Que faisait-on en Belgique au même moment ? On insultait les acteurs de la santé. Alors que le virus était à nos portes, qu’il avait déjà fait des milliers de morts, que les médecins alertaient nos responsables politiques, la ministre de la Santé les a qualifiés de "dramaqueens". Plus tard, elle leur dira d’arrêter de "pleurnicher". Le 5 mars, à la Chambre, Maggie De Block décrira le coronavirus : "Il s’agit d’une grippe d’un type nouveau, mais douce, qui poursuivra son chemin […] avant de devenir une grippe saisonnière."

Deux semaines plus tard, faute de concertation, d’analyse et de préparation, on a agi dans la précipitation et taillé de façon inédite dans les droits civils, économiques, sociaux et culturels.
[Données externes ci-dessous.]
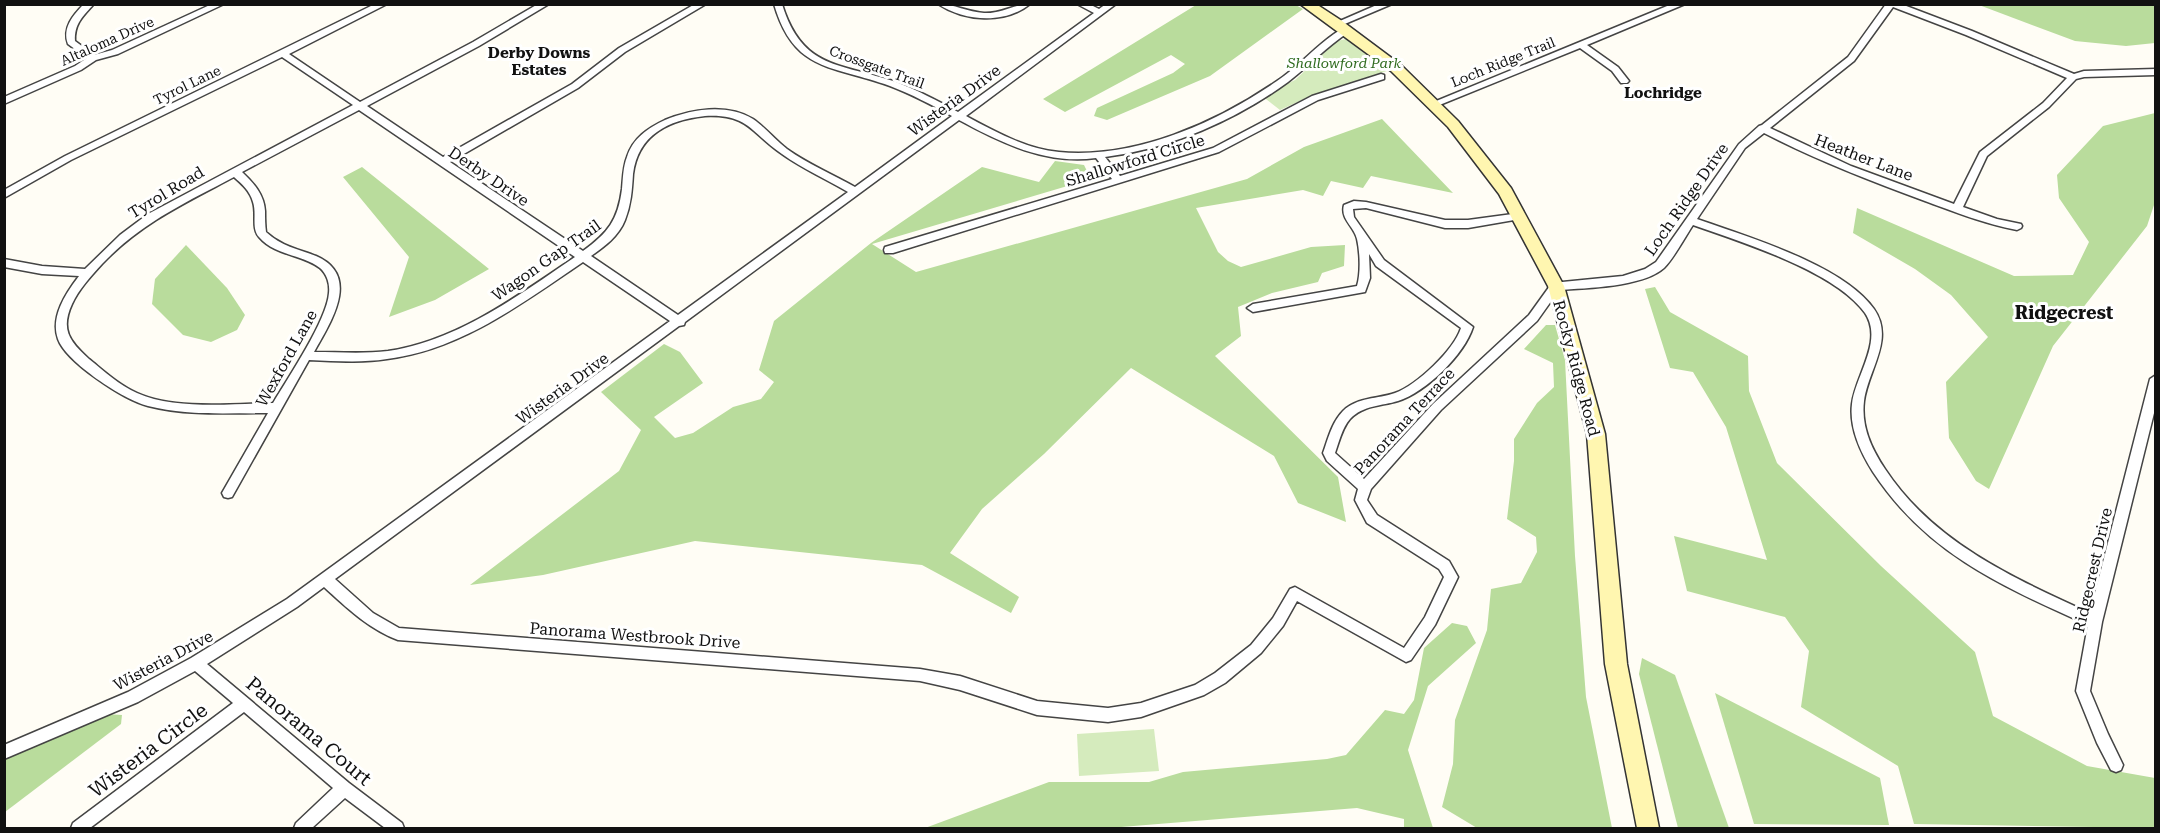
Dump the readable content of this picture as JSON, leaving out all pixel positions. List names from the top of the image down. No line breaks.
{"streets":{"main road":["Rocky Ridge Road"],"street":["Altaloma Drive","Loch Ridge Trail","Crossgate Trail","Tyrol Lane","Wisteria Drive","Heather Lane","Shallowford Circle","Derby Drive","Tyrol Road","Loch Ridge Drive","Wagon Gap Trail","Wexford Lane","Panorama Terrace","Ridgecrest Drive","Panorama Westbrook Drive","Panorama Court","Wisteria Circle"]},"crossings":[["Loch Ridge Trail","Rocky Ridge Road"],["Crossgate Trail","Wisteria Drive"],["Crossgate Trail","Rocky Ridge Road"],["Tyrol Lane","Derby Drive"],["Wisteria Drive","Derby Drive"],["Wisteria Drive","Wagon Gap Trail"],["Wisteria Drive","Panorama Westbrook Drive"],["Wisteria Drive","Panorama Court"],["Heather Lane","Loch Ridge Drive"],["Derby Drive","Tyrol Road"],["Derby Drive","Wagon Gap Trail"],["Tyrol Road","Wexford Lane"],["Loch Ridge Drive","Rocky Ridge Road"],["Loch Ridge Drive","Panorama Terrace"],["Wagon Gap Trail","Wexford Lane"],["Rocky Ridge Road","Panorama Terrace"],["Panorama Terrace","Panorama Westbrook Drive"],["Panorama Court","Wisteria Circle"]],"districts":["Derby Downs Estates","Lochridge","Ridgecrest"],"parks":["Shallowford Park"]}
D’autres scénarii étaient-ils possibles ? Les restrictions auraient-elles pu être posées dans une moindre intensité sans pour autant manquer l’objectif sanitaire ? Nos dirigeants ont-ils examiné ces restrictions sous le filtre de la proportionnalité ? La posture politique de ces trois derniers mois nous permet d’en douter. Des comptes devront être rendus.

Des dérives ont déjà été observées, dans les centres fermés notamment ou lors des contrôles de police. L’autorisation des fouilles administratives dans un domicile sans mandat du juge d’instruction pour constater le non-respect des règles de confinement (comme à Anvers ce lundi) est imprécise et ouvre la voie aux abus.

Quant aux décisions à prendre aujourd’hui, relativement au tracing numérique, aux contrôles de police, aux limitations de déplacement, à la prise en compte des catégories vulnérables de la population, c’est maintenant que ce cadre d’analyse doit être posé. Les sociétés occidentales se posent souvent en hérauts de la démocratie. De tels événements les mettent aujourd’hui à l’épreuve, qu’en est-il réellement ?

Titre, chapô et intertitres sont de la rédaction.